The problem:
Please give, word for word, the line containing "Where are all" and every line that comes after it in the data below.

Supplied records:

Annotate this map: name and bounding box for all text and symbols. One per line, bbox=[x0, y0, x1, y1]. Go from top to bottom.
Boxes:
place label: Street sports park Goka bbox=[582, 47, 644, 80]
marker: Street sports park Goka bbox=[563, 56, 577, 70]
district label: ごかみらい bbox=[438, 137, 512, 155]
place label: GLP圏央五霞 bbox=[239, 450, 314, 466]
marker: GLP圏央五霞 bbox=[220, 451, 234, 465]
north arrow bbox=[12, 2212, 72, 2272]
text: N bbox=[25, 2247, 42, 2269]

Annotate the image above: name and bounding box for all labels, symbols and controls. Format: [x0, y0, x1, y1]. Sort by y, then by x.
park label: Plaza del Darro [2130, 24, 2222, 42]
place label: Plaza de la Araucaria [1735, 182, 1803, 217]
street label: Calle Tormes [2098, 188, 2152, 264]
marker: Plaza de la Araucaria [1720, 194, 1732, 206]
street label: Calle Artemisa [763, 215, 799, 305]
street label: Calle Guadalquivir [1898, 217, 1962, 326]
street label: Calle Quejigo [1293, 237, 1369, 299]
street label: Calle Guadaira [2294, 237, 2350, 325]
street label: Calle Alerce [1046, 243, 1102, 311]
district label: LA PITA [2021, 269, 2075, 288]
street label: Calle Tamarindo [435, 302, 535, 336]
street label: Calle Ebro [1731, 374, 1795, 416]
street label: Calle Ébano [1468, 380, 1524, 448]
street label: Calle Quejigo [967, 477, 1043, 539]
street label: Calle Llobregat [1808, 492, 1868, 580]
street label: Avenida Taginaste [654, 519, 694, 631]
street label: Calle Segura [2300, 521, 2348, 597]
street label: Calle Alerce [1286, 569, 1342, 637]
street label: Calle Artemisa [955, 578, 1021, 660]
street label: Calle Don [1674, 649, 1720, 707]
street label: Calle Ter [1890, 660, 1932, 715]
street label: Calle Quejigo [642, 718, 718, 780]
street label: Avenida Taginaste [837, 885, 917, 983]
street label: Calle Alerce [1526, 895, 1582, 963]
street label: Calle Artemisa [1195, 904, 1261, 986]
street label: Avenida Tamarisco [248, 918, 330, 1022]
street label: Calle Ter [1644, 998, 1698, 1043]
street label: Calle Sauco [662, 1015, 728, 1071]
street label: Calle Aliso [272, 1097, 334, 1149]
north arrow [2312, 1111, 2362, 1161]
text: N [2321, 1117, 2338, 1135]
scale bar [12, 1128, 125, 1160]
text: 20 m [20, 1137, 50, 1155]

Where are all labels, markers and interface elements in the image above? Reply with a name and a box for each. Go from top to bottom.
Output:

Solved problem:
Where are all labels, markers and interface elements in the image above? Reply with a name and a box for each. Go from top to bottom.
Output:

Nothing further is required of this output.